PROMPT
Line count for "body": state how many lines of the data below include it, and output nothing more.

= = =

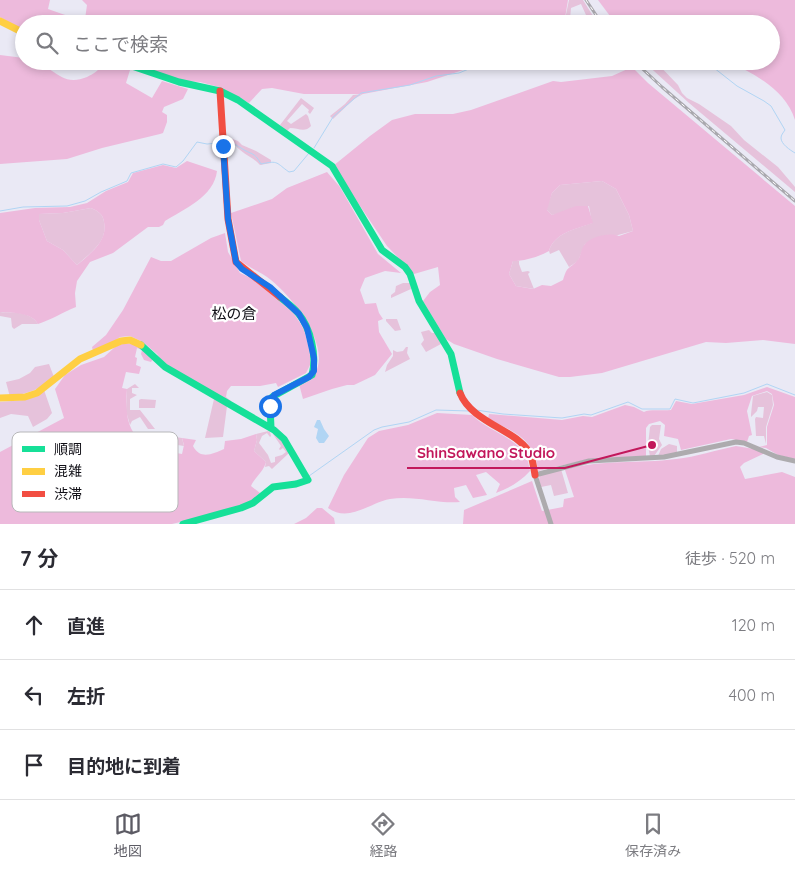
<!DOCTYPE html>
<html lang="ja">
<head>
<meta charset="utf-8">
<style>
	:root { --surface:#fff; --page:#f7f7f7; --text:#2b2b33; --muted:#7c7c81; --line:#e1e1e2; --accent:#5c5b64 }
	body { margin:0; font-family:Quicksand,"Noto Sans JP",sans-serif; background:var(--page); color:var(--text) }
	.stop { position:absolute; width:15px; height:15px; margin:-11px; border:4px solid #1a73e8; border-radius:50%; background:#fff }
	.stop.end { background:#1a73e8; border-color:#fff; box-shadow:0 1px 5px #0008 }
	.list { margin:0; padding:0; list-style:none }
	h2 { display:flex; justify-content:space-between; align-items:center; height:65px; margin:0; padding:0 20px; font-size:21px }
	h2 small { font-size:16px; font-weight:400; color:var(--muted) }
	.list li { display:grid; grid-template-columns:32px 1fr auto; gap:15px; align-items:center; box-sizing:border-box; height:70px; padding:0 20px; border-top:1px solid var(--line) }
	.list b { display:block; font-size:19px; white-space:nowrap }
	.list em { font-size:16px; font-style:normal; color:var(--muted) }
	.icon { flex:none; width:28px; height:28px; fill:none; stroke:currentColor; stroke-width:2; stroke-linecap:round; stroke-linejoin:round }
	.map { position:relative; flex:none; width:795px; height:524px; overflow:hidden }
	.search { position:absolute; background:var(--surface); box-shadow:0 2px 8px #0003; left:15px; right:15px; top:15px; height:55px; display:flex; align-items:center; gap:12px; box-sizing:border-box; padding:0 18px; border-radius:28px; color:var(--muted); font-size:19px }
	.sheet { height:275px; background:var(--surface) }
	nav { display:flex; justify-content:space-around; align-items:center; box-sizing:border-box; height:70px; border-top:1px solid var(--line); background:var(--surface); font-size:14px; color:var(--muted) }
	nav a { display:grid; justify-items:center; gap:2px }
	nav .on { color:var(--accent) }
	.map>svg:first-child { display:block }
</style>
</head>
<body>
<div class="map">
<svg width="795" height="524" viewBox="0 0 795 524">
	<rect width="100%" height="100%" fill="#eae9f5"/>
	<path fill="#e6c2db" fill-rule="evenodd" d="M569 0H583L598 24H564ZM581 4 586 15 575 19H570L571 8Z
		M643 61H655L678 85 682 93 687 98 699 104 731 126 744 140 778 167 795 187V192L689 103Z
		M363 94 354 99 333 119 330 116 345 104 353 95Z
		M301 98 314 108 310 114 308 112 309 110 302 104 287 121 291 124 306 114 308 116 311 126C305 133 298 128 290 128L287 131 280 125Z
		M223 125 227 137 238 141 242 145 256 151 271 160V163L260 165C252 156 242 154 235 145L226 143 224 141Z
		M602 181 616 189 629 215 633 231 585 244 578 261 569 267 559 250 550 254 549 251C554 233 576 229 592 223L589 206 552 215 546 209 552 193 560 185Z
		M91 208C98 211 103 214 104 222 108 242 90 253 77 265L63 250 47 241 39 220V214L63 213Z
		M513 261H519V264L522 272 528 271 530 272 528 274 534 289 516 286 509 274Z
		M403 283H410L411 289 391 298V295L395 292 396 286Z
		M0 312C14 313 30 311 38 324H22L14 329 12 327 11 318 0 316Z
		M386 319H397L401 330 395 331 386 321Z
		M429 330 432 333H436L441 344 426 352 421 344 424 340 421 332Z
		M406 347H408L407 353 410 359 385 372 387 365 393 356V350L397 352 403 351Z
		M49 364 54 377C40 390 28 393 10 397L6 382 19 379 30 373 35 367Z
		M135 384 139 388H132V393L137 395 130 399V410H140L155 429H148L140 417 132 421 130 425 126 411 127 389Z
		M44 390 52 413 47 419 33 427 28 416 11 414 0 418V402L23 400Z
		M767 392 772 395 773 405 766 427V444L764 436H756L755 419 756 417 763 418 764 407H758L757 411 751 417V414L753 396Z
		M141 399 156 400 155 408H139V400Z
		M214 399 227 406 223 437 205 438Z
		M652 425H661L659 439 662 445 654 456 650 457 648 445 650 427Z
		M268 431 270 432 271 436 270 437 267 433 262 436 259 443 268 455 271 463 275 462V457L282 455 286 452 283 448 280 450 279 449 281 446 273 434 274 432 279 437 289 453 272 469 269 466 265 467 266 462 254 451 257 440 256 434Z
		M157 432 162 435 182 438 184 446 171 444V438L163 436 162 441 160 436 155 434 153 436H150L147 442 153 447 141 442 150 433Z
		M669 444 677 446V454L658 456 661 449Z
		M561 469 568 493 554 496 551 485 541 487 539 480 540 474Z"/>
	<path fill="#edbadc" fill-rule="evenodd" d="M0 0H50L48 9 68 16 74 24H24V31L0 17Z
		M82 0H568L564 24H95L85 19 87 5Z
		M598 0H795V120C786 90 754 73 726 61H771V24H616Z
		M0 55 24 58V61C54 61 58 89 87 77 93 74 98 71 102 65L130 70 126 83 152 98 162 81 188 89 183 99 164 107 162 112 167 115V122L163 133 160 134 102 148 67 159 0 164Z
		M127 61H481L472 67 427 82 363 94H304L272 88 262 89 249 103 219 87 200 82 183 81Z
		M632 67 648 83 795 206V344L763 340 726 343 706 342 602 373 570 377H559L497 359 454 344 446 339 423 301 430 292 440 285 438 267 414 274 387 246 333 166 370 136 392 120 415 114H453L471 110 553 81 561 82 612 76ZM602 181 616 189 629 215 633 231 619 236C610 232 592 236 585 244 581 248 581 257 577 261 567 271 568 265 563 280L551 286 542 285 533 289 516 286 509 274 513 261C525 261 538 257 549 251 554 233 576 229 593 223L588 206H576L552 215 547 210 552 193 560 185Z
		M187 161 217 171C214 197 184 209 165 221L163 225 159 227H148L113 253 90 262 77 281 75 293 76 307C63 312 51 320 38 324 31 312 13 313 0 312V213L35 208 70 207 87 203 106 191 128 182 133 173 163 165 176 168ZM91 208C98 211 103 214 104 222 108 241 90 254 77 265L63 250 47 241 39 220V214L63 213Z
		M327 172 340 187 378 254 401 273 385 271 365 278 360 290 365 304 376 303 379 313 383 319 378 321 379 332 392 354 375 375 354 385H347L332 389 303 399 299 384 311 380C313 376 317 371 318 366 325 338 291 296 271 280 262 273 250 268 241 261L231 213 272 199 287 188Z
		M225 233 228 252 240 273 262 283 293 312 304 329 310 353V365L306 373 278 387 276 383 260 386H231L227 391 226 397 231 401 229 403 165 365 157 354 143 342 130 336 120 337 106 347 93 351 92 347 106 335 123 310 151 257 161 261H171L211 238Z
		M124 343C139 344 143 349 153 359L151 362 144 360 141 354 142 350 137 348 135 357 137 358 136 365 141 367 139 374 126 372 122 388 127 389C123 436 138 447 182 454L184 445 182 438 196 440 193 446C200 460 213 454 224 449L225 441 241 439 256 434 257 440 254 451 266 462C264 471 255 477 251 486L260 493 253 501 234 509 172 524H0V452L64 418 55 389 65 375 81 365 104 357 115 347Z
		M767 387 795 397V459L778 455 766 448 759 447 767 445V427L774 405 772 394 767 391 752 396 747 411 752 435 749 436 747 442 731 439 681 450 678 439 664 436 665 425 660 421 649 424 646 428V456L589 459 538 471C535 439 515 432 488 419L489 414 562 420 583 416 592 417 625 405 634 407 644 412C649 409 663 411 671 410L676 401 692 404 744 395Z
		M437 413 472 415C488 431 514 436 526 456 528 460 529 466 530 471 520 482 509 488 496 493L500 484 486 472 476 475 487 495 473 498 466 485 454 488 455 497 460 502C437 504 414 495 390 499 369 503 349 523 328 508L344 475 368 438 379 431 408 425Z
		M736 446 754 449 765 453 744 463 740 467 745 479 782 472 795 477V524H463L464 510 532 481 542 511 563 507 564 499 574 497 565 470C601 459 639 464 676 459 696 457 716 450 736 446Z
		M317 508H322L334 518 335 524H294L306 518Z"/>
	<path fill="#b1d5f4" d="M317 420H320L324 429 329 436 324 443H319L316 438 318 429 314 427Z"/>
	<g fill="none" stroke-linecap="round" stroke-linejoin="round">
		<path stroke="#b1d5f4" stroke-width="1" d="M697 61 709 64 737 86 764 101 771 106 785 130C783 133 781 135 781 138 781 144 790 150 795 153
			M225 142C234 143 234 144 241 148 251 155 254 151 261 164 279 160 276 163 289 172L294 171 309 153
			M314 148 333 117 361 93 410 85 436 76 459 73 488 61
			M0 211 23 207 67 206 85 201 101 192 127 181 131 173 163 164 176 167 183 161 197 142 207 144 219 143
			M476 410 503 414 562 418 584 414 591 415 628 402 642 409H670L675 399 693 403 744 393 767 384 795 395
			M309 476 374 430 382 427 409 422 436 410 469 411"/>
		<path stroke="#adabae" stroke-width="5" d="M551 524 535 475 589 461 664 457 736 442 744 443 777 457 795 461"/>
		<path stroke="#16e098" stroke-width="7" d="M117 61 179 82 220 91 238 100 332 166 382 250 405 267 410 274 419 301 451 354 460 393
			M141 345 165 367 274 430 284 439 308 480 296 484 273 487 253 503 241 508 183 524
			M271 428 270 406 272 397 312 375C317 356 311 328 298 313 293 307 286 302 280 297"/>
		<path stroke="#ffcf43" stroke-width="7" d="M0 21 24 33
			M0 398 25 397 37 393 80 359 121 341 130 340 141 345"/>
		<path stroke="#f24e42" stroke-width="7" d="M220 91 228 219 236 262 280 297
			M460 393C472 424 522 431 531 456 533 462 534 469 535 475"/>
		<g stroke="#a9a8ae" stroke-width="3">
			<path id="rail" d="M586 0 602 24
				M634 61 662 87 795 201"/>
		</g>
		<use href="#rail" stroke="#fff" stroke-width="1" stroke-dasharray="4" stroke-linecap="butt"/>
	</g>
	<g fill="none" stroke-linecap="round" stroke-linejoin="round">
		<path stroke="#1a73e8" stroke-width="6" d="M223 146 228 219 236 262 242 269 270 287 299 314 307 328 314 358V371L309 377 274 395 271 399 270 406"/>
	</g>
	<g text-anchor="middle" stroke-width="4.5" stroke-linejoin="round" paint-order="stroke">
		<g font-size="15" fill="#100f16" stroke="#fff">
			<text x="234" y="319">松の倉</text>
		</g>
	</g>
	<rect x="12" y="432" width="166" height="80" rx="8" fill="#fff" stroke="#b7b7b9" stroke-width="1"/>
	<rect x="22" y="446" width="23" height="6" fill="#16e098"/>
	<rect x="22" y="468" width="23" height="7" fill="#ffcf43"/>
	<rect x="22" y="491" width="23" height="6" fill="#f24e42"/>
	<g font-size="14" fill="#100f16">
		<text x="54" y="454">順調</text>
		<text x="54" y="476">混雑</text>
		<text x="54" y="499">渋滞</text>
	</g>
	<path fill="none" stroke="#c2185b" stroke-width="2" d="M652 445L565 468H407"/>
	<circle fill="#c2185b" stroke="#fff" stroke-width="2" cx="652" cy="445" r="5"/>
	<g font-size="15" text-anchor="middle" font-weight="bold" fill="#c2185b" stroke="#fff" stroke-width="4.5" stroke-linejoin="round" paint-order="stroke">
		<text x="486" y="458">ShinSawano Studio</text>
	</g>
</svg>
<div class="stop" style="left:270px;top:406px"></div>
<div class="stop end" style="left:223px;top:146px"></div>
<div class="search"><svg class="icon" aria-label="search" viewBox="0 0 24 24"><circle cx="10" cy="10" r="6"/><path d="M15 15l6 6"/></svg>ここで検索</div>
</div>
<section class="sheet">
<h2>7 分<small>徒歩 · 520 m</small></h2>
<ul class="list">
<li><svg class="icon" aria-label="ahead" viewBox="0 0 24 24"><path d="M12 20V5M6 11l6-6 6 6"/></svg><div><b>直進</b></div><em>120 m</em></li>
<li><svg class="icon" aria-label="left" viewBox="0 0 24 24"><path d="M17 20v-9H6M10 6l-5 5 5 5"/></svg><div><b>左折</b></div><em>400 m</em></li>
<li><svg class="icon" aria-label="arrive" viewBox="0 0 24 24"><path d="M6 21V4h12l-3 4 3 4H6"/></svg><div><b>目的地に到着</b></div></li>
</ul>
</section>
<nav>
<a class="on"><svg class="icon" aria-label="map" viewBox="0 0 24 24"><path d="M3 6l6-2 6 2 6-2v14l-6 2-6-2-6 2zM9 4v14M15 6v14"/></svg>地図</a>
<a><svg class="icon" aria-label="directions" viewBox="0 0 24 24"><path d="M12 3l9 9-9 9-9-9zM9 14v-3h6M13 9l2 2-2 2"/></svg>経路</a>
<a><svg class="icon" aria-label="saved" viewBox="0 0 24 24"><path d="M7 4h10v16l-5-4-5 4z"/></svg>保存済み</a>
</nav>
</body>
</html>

= = =

EXPECTED ANSWER
3